La censura non ha fondamento, in quanto non ne è esatta la
premessa. Espropriare significa trasferire autoritativamente un bene da
un soggetto a un altro. Il disposto dell'articolo in esame (... "il
mezzadro ha diritto a percepire dal concedente...") non realizza nulla
di tutto ciò; ma si limita a disciplinare - non importa se innovando o
non rispetto al regime preesistente - un rapporto sinallagmatico,
definendo un certo profilo delle obbligazioni delle parti (ciò che il
mezzadro ha il diritto di ricevere alla fine del rapporto). L'art. 42
Cost. non viene dunque in questione. Non occorre perciò soffermarsi
sulle censure attinenti alla mancata osservanza da parte del
legislatore delle condizioni richieste da tale articolo per le
espropriazioni.
b) In talune delle ordinanze di rimessione si osserva che, una
volta escluso che l'art. 1 operi una espropriazione, occorrerebbe
quanto meno riconoscere che esso viene a imporre al concedente una
prestazione patrimoniale a favore del mezzadro. Nel qual caso la
disposizione sarebbe del pari illegittima, per inosservanza di
principi, che si assumono inerenti all'art. 23 Costituzione.
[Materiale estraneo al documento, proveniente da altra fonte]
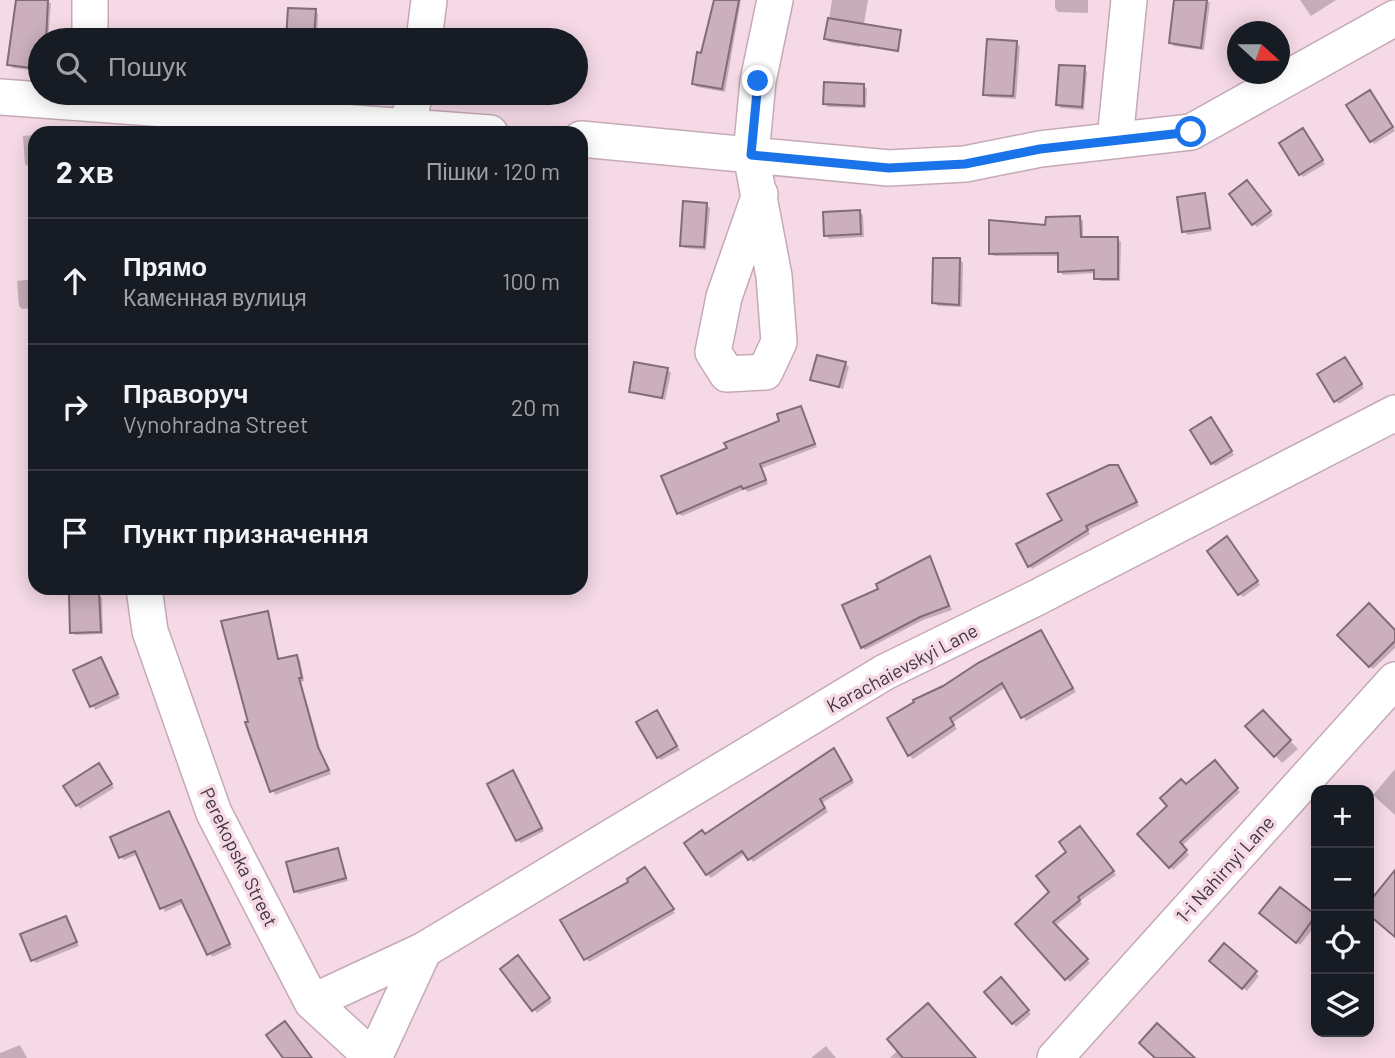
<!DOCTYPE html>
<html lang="uk">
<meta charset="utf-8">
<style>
:root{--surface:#171b24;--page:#242831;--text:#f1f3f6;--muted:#9ea1a6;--line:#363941}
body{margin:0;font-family:Barlow,sans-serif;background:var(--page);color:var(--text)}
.controls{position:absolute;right:21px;bottom:21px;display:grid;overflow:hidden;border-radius:14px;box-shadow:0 4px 18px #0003}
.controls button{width:63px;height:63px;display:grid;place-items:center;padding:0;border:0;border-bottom:2px solid var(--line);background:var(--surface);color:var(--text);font:35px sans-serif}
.compass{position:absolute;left:1227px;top:21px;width:63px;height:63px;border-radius:50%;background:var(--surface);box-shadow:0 4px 18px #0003;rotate:111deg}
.stop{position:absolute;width:21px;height:21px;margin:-16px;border:5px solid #1a73e8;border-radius:50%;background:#fff}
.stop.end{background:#1a73e8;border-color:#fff;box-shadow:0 2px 7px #0008}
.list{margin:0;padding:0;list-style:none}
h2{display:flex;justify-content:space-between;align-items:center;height:91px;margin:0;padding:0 28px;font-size:30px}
h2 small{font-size:23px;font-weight:400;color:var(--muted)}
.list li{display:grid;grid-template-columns:46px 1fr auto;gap:21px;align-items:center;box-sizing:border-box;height:126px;padding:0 28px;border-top:2px solid var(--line)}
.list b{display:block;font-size:26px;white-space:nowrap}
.list p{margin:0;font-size:23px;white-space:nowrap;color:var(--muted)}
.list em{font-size:23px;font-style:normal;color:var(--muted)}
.icon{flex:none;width:38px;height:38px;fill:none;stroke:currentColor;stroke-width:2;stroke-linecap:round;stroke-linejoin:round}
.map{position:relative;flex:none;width:1395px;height:1058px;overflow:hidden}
.search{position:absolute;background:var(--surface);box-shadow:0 4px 18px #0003;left:28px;top:28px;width:560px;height:77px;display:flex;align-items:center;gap:18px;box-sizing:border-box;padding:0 24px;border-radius:38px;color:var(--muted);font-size:26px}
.panel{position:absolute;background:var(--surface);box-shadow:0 4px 18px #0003;left:28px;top:126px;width:560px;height:469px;border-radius:21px}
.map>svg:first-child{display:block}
.shadow{fill:#0003}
.building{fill:#cbafbc;stroke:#846b77;stroke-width:2}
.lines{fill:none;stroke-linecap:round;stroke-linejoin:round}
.minor-casing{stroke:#c5aab6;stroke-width:38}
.minor{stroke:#fff;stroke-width:35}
.route{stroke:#1a73e8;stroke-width:9}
.labels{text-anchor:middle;stroke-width:7;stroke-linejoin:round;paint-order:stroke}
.street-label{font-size:19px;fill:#41363b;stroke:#f5d9e6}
</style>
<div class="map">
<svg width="1395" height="1058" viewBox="0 0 1395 1058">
<rect width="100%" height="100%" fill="#f5d9e6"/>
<path class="shadow" d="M18,0L51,3L48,40H40V71L13,68L9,64Z
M716,0H741L725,92L697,87L694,84Z
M832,0H868L860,47L829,42L826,39Z
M1055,0H1088V13L1058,12L1055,8Z
M1176,0L1210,2L1204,50L1174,46L1170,43Z
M1300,0H1336L1311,16Z
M290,10L315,11L318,14L317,40H288Z
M1016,43L1020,46L1016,99L989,97L985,94Z
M1084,68L1087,72L1084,110L1061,108L1058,105Z
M863,86L867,89L866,108L828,107L825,103Z
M494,93H527V97Z
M1373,96L1395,131L1374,144L1371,141Z
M1306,134L1325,164L1303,177L1300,174Z
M35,135V167H29L25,164L23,136Z
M1250,185L1273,215L1257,227L1254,224Z
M1204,195L1207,199L1212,231L1188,235L1184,231Z
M706,205L710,208L706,250L685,248L682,245Z
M860,212L863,215L864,237L829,239L826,235Z
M32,213H35V234Z
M1079,218L1083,221V239H1117L1121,242L1120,281H1100L1096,273L1063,275L1060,271L1059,256H994L991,253Z
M960,259L963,263L962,307L938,306L934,303Z
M35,279V315L34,308L22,309L19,306L17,281Z
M1348,362L1364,388L1339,404L1336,401Z
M845,363L849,367L843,389L812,379Z
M667,370L671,373L665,400L631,391Z
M800,408L817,447L762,468L768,484L748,492L745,489L682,516L678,513L729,449L781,422Z
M1214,423L1234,455L1215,466L1212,463Z
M31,464H35V493L33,492Z
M1117,467L1139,506L1088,530L1090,534L1032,569L1029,566L1064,521Z
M1230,542L1260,585L1243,597L1239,594Z
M930,558L952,610L923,620L865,650L862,646L880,590Z
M99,595L102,598L103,634L75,635L72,632Z
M268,613L280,661L296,657L300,660L304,681L301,682L321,752L331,774L275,795L248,724L250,723Z
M1041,632L1076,692L1026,721L1006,687L952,723L957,729L913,759L909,755L944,688Z
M1395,632V648L1373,669L1339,635Z
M104,663L120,698L95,710L76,671Z
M1263,712L1298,749L1282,763L1275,755Z
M660,716L680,750L661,760L658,757Z
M837,754L854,783L822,803L828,812L753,862L746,853L711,878L707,874L686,843L705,836Z
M1218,766L1240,792L1182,846L1189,855L1173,870L1140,834Z
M102,768L114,788L80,809L77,805Z
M1395,769V815L1373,795Z
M513,772L544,831L521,843L517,840Z
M168,813L232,948L212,957L184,903L165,912L138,854L124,860L120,857Z
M1084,832L1116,875L1080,901L1082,904L1055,926L1090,963L1070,982L1017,925L1052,892L1069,852Z
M338,850L348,881L299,894L295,891Z
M648,872L675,913L589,962L586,958Z
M1281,889L1316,918V925L1300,945L1265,917Z
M66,918L79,946L36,963L33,960Z
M1225,946L1259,976L1247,991L1215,964Z
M521,961L552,1002L537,1013L502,969Z
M1001,980L1031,1014L1016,1027L986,992Z
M20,1045L27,1058H0V1053Z
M826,1046L836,1058H811Z
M898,1050L975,1058H890Z"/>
<path class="building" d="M16,0H48L46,40H40V69L7,65Z
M714,0H739L722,89L692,84L697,52L701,53Z
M1174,0H1207L1201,48L1169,43Z
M288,8L316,9L314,40H286Z
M828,18L901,30L898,51L824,39Z
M987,39L1017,41L1013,96L983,95Z
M1059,65L1085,66L1082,107L1056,105Z
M824,82L864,84V106L823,104Z
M1370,90L1393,127L1370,142L1346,105Z
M1303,128L1323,160L1299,175L1279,143Z
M1247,180L1271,211L1252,225L1229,194Z
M1205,193L1210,228L1182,232L1177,197Z
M683,201L707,203L704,247L680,246Z
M860,210L861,234L824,236L823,212Z
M1080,216L1081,237H1118V279H1094V270L1058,272V253L989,254V220L1045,225L1046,217Z
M933,258H960L959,305L932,303Z
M817,355L846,362L839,387L810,380Z
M1345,357L1362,384L1334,402L1317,374Z
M634,362L668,368L662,398L629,392Z
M801,406L815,444L760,464L766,480L743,489L741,486L677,514L661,476L727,448L724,443L779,421L777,414Z
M1211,417L1232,451L1211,464L1190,430Z
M1109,465H1118L1137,502L1086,526L1088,530L1028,567L1016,544L1062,520L1047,494Z
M1227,536L1258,581L1238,595L1207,551Z
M930,556L949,606L920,617L861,648L842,605L878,589L876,584Z
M99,593L101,632L70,633L69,594Z
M1369,603L1395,630V641L1369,667L1337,635Z
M268,611L278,659L297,655L302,678H299L318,747L329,770L270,792L245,722H248L221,621Z
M1041,630L1073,688L1021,718L1002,683L950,718L954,725L908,756L887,718L914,702L913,700L943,686L978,663Z
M101,657L118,694L90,707L73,670Z
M657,710L677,746L657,758L636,722Z
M1263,710L1291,740L1274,757L1245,726Z
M834,748L852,780L820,799L825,808L748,860L742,851L706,875L684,843L702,830L705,834Z
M1215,760L1238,788L1180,842L1187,850L1169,868L1137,834L1167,806L1160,798L1181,779L1186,784Z
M99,763L112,784L76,806L63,786Z
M513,770L542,828L516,841L487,784Z
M169,811L230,944L207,955L181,900L160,909L135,851L119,858L110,837Z
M1080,826L1114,871L1078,897L1080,900L1053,922L1088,959L1065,980L1015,924L1049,892L1036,876L1066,852L1059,842Z
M338,848L346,878L294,892L286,862Z
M645,867L674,909L584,960L560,920L628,882L627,879Z
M1395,870V937L1369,915V902Z
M1280,887L1316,915L1296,943L1259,913Z
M66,916L77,942L31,961L20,934Z
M1224,943L1257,971L1242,989L1209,961Z
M518,955L550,998L532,1011L500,969Z
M1001,977L1029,1010L1012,1024L984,992Z
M928,1003L976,1058H903L887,1039Z
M285,1021L312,1058H283L266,1035Z
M1157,1023L1195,1058H1155L1139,1043Z"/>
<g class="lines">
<g class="minor-casing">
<path id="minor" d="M90,0V40
M424,40L429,0
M0,97L490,133
M406,133L415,93
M581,139L889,168L965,164L1040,149L1191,132L1395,18
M1115,140L1129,0
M760,194L724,297L713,352L727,374L765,372L779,342L774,276L751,155L758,81L775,0
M144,588L150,631L214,813L312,1002L373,1058
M312,1002L424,950
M374,1058L424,950L885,672L1036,598L1395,413
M1055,1058L1395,680"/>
</g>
<use href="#minor" class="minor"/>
</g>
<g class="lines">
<path class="route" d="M758,81L751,155L889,168L965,164L1040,149L1191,132"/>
</g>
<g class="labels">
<g class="street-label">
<text transform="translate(902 668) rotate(-28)" y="7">Karachaievskyi Lane</text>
<text transform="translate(239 857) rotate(64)" y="7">Perekopska Street</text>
<text transform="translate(1225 869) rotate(-48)" y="7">1-i Nahirnyi Lane</text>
</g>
</g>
</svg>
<div class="controls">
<button>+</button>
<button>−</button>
<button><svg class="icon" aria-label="locate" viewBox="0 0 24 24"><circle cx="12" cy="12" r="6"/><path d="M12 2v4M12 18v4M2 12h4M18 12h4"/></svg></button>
<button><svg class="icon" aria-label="layers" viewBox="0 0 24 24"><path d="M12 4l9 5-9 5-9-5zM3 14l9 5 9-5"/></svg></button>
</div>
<svg class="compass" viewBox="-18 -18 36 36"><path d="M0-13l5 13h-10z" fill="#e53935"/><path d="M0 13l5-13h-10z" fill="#9ea1a6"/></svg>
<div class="stop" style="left:1191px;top:132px"></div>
<div class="stop end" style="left:758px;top:81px"></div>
<div class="search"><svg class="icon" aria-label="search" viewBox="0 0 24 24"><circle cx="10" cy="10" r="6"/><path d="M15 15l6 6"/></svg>Пошук</div>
<section class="panel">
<h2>2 хв<small>Пішки · 120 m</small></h2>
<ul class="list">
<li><svg class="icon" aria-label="ahead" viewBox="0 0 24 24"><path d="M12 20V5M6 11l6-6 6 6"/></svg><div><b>Прямо</b><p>Камєнная вулиця</p></div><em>100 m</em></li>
<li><svg class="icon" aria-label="right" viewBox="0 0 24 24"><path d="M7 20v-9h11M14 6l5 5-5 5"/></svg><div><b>Праворуч</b><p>Vynohradna Street</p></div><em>20 m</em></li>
<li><svg class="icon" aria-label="arrive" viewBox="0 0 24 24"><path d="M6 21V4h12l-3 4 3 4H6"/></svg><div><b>Пункт призначення</b></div></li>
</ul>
</section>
</div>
Anche questa censura non ha fondamento. La funzione dell'art. 1
non è quella di prevedere prestazioni coattive a carico del
concedente, bensì - come si è visto - quella di disciplinare un
rapporto sinallagmatico: in tale spirito esso contribuisce a definire
l'ambito dei diritti del mezzadro verso la controparte. L'art. 23
Cost. non è dunque interessato.
È peraltro da aggiungere - e l'osservazione vale anche in ordine
alle censure mosse alla legge specificamente per aver preteso di
operare sui rapporti in atto, e anzi persino su quelli esauriti (ma non
definiti) - che, pur ammesso che potesse esser considerata come volta a
introdurre prestazioni coattive, del genere di quelle cui si riferisce
l'art. 23 Cost., la legge sarebbe nondimeno costituzionalmente
legittima, null'altro vietando la citata disposizione della Carta
fondamentale, se non la imposizione di prestazioni fatta non sulla base
di una legge, sufficientemente dettagliata nei limiti, che
espressamente la preveda (vedansi le sentenze di questa Corte 16
gennaio 1957, n. 4, 23 gennaio 1957, n. 30, e 11 marzo 1957, n. 47):
legge che nel caso in questione vi fu, e fu appunto quella di cui si
discute, in ordine alla specificità del contenuto della quale non è
stato sollevato alcun dubbio.
Quanto all'osservazione della mancanza in essa del carattere della
generalità, senza affrontare qui il problema se tale carattere sia
effettivamente necessario per le leggi cui si riferisce l'art. 23 (che,
a differenza degli artt. 16 e 21, non ne afferma espressamente
l'esigenza), sarà sufficiente osservare che esso ben è presente nella
legge in esame: la quale - volta com'è a regolare indiscriminatamente
tutti i possibili rapporti da essa previsti - non può esser
considerata lex in privos lata, non soltanto per ciò che riguarda la
disciplina dei rapporti futuri, ma anche per ciò che riguarda la
disciplina dei rapporti in corso o esauriti. Per quanto attiene poi
alla mancanza, nella legge, del carattere dell'astrattezza - che
sarebbe da lamentare nei confronti dei rapporti già sorti, e in
particolare per quelli esauriti (i quali sarebbero tutti, appunto
perché già in atto, concretamente individuabili) - il discorso può
essere ancor più breve, dato che, diversamente che per quello della
generalità (al quale attribuisce una certa rilevanza), la Costituzione
in nessuna norma si riferisce a esso come a requisito della legge.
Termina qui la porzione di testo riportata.